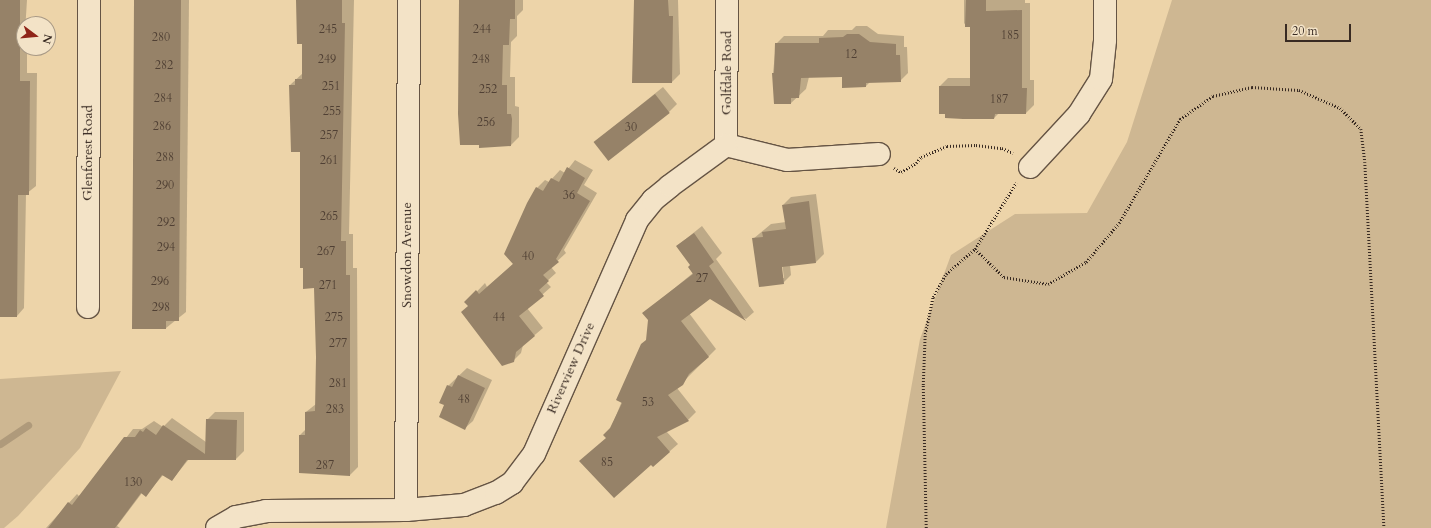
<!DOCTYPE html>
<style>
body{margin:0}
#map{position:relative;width:1431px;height:528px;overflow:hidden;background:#edd4a9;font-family:Cardo,serif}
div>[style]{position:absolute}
.green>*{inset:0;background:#ceb792}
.shadow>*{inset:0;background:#0003}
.stream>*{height:7px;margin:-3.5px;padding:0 3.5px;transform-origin:3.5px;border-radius:3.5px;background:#af9a7b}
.building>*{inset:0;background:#968268;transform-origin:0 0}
.path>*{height:2.5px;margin-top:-1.25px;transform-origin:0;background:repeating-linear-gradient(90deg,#382a22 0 1px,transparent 0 3px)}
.roads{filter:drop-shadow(1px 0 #655444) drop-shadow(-1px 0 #655444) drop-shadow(0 1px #655444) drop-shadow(0 -1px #655444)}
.minor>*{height:22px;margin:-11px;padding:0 11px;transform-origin:11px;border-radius:11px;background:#f3e3c7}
span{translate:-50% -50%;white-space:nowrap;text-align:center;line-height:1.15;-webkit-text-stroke:4px #f3e3c7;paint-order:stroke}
.number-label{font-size:12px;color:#504034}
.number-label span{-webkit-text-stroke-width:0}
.street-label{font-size:14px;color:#382a22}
.north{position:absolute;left:16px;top:16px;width:40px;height:40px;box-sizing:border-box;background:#f3e3c7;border:1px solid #a89985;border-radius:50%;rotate:106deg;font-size:11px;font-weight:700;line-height:16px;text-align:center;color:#382a22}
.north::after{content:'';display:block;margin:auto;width:14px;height:18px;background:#8f2418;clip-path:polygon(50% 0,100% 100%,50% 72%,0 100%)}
.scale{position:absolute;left:1285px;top:24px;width:66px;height:18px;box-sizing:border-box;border:2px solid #382a22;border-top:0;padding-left:5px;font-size:12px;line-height:14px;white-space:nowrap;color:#382a22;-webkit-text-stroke:3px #f3e3c7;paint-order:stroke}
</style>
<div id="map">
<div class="green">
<i style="clip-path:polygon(1172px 0,1431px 0,1431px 528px,886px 528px,920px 339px,951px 255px,1015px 214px,1087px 213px,1127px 142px)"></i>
<i style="clip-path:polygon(121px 371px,80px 448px,18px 516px,4px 528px,0 528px,0 379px)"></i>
</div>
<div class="shadow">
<i style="clip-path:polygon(0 0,27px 0,24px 48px,27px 48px,27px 73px,37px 73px,36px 186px,26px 194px,24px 308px,17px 316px,0 316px)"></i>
<i style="clip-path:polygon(135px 0,189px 0,186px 312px,166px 328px)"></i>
<i style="clip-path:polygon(297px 0,354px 0,349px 234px,353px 234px,353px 268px,357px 268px,358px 467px,350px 475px,300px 472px,300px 435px,306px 429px,306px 412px,316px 404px,317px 357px,315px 287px,301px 151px,290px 85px,303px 73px,303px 43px)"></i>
<i style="clip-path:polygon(459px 0,523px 0,523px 10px,517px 16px,517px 36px,511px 42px,510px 77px,515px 77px,515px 106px,519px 107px,519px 137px,511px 145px)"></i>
<i style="clip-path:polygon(635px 0,678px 0,680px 74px,672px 82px)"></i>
<i style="clip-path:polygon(964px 0,1025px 0,1025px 3px,1030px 3px,1030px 80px,1034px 80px,1034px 105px,1026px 113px,999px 113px,994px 118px,940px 113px,940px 86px,948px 78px,971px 78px,971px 26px,966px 26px,964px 23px)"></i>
<i style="clip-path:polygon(856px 26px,867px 26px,878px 34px,904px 36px,904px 47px,907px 47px,908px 73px,900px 81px,870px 82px,866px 86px,843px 76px,809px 77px,806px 89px,791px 103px,773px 73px,776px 44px,784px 36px,823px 36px,828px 30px,852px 30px)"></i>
<i style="clip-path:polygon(663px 87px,677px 104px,669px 112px,595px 142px)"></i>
<i style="clip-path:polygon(575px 160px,593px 170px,584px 185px,597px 193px,564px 250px,566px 253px,551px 267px,556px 273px,546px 282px,551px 287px,527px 308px,543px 328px,523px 345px,521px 353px,513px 361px,466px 303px,485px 283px,487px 287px,514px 263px,528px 204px,537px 188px,545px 180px,549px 182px,560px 170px,565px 173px)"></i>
<i style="clip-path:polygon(evenodd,816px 194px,824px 254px,816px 262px,790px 265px,791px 275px,783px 283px,753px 239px,771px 224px,786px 222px,783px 205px,791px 197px,816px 194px,782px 262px,784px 278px,782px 278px,782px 262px)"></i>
<i style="clip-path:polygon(702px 226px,722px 253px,716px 259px,754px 312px,746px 319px,710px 298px,689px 313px,716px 349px,677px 388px,696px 412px,688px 420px,666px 431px,678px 444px,653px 466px,607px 438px,647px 339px,649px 320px,644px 313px,693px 273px,691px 265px,677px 246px)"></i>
<i style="clip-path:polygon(467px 368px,492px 380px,473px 421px,465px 428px,446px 405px,448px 386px)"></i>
<i style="clip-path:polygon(215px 412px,244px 412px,244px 451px,236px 459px,189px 459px,172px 480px,164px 474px,146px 495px,142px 493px,117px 526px,120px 528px,46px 528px,77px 494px,80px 497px,133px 429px,142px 429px,154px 421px,163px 427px,172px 418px,206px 442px,207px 420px)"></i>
</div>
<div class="stream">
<i style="left:0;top:444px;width:34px;rotate:-34deg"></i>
</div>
<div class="building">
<i style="clip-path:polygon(0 0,20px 0,20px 81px,30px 81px,29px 195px,18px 195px,17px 317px,0 317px)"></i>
<i style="clip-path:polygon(134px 0,181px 0,179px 321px,166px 321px,166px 329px,132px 329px)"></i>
<i style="clip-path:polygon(296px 0,342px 0,342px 23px,345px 23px,341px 241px,346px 241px,346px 275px,350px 275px,350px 476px,299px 473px,299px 435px,305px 435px,305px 412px,315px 411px,316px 357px,314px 288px,303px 289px,303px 268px,300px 268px,300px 152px,291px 152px,289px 85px,295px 85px,295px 79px,302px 79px,302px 44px,297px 44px)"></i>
<i style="clip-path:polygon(459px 0,515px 0,515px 19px,510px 19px,509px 45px,503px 45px,502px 85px,507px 85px,507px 114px,511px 114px,512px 119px,511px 146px,479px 148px,479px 145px,460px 145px,458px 114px)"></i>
<i style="clip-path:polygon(634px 0,668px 0,669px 16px,673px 16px,672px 83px,632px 83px)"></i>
<i style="clip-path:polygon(966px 0,986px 0,986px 11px,1022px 10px,1022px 88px,1027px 88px,1026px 114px,995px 114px,994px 119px,963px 119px,945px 118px,945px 114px,939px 114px,939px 86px,970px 86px,970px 27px,965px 27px)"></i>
<i style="clip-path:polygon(847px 34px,859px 34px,870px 42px,896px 44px,896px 55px,900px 55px,901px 82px,866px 83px,866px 87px,842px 88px,842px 77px,801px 78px,799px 98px,791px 98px,791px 104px,774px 104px,772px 73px,774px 73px,775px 43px,819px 43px,819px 38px,843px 37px)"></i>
<i style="left:655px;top:94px;width:24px;height:78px;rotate:52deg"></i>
<i style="clip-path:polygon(567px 167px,585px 178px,577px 193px,590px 201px,556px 259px,559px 262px,543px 275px,549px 281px,539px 290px,544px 296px,519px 316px,535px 336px,516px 352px,514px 362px,502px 366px,461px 312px,468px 306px,464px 302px,476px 290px,479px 294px,513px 264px,504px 254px,527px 203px,536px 187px,543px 191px,551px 178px,559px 182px)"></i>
<i style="clip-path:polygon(809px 201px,816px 263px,782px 267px,784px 284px,759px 287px,752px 238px,763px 237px,762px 232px,786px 229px,782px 205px)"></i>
<i style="clip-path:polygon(694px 233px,714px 262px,709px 266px,746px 321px,710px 299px,681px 321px,709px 357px,689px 374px,683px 385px,668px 395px,689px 421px,657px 437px,670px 452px,653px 467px,651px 465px,614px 498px,579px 461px,606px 438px,603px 435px,610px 428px,622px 403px,616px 400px,641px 344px,646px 340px,648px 320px,642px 313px,693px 274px,688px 267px,690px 265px,676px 246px)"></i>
<i style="clip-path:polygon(458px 375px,485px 388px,465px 430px,439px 417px,444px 405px,439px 403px,447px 385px,452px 387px)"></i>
<i style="clip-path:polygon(206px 419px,237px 420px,236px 460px,187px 460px,172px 481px,162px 475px,146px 497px,141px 493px,115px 528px,48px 528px,68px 502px,72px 505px,124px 437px,135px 437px,140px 430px,143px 432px,146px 428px,156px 435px,163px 425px,205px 454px)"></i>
</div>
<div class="path">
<i style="left:894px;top:168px;width:8px;rotate:30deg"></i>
<i style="left:901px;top:172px;width:17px;rotate:-31deg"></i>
<i style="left:916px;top:163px;width:8px;rotate:-50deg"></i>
<i style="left:921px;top:157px;width:28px;rotate:-23deg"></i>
<i style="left:947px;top:146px;width:29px;rotate:-2deg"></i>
<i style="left:976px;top:145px;width:26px;rotate:7deg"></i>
<i style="left:1002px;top:148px;width:12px;rotate:24deg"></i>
<i style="left:975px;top:249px;width:40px;rotate:44deg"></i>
<i style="left:1004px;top:277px;width:45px;rotate:9deg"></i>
<i style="left:1048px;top:284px;width:44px;rotate:-30.1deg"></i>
<i style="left:1086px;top:262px;width:51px;rotate:-49.8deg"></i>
<i style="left:1119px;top:223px;width:121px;rotate:-59.6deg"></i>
<i style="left:1180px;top:119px;width:40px;rotate:-34.9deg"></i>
<i style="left:1213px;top:96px;width:40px;rotate:-13deg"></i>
<i style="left:1252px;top:87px;width:47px;rotate:3.7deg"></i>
<i style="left:1299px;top:90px;width:45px;rotate:23.7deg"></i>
<i style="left:1340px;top:108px;width:30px;rotate:45deg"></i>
<i style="left:1361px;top:129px;width:33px;rotate:83deg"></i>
<i style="left:1365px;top:162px;width:366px;rotate:87deg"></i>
<i style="left:926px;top:528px;width:143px;rotate:-91.2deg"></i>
<i style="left:923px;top:385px;width:51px;rotate:-87.8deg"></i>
<i style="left:925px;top:334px;width:38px;rotate:-78deg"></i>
<i style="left:933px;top:297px;width:26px;rotate:-61deg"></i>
<i style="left:946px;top:274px;width:38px;rotate:-41deg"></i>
<i style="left:975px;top:249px;width:78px;rotate:-58.2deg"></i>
</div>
<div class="roads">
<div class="minor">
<i style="left:726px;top:145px;width:63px;rotate:13.8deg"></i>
<i style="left:787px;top:160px;width:92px;rotate:-3.7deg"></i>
<i style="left:726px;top:145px;width:145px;rotate:-89.6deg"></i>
<i style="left:1030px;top:167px;width:72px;rotate:-47.2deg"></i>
<i style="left:1079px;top:114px;width:41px;rotate:-57.8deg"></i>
<i style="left:1101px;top:79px;width:39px;rotate:-84deg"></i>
<i style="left:1105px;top:40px;width:40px;rotate:-90deg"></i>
<i style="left:88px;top:307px;width:307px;rotate:-89.8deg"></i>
<i style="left:406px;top:510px;width:510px;rotate:-89.66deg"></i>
<i style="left:217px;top:528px;width:22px;rotate:-30deg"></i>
<i style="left:236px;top:517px;width:31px;rotate:-11deg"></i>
<i style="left:266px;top:511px;width:140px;rotate:-0.4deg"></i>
<i style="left:406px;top:510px;width:58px;rotate:-4.9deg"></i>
<i style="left:464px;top:505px;width:34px;rotate:-21deg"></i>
<i style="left:496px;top:493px;width:19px;rotate:-32deg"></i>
<i style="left:512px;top:483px;width:36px;rotate:-53deg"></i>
<i style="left:534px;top:454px;width:256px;rotate:-66.2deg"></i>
<i style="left:637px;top:220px;width:26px;rotate:-51deg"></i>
<i style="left:653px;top:200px;width:22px;rotate:-39deg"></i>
<i style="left:670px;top:186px;width:69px;rotate:-36.2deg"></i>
</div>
</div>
<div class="number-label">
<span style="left:328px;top:30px">245</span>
<span style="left:482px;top:30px">244</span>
<span style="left:1010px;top:36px">185</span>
<span style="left:161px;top:38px">280</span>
<span style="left:851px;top:55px">12</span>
<span style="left:327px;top:60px">249</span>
<span style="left:481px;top:60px">248</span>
<span style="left:164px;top:66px">282</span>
<span style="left:331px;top:87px">251</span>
<span style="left:488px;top:90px">252</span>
<span style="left:163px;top:99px">284</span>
<span style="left:999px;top:100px">187</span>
<span style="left:332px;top:112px">255</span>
<span style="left:486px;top:123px">256</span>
<span style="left:162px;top:127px">286</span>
<span style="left:631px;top:128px">30</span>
<span style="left:329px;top:136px">257</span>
<span style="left:165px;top:158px">288</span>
<span style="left:329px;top:161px">261</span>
<span style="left:165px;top:186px">290</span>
<span style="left:569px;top:196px">36</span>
<span style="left:329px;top:217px">265</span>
<span style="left:166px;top:223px">292</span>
<span style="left:166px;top:248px">294</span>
<span style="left:326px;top:252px">267</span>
<span style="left:528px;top:257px">40</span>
<span style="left:702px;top:279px">27</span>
<span style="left:160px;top:282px">296</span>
<span style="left:328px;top:286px">271</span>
<span style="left:161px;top:308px">298</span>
<span style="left:334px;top:318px">275</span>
<span style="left:499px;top:318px">44</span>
<span style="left:338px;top:344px">277</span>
<span style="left:338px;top:384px">281</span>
<span style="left:464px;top:400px">48</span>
<span style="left:648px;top:403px">53</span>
<span style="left:335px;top:410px">283</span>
<span style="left:607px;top:463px">85</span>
<span style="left:325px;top:466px">287</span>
<span style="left:133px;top:483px">130</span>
</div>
<div class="street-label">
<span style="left:727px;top:73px;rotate:-90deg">Golfdale Road</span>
<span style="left:88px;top:153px;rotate:-90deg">Glenforest Road</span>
<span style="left:407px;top:255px;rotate:-90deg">Snowdon Avenue</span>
<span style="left:571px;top:368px;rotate:-66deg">Riverview Drive</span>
</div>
<div class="north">N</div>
<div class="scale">20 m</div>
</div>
----
Would you filter the entries above and keep each line that has the word "shadow"?

.shadow>*{inset:0;background:#0003}
.roads{filter:drop-shadow(1px 0 #655444) drop-shadow(-1px 0 #655444) drop-shadow(0 1px #655444) drop-shadow(0 -1px #655444)}
<div class="shadow">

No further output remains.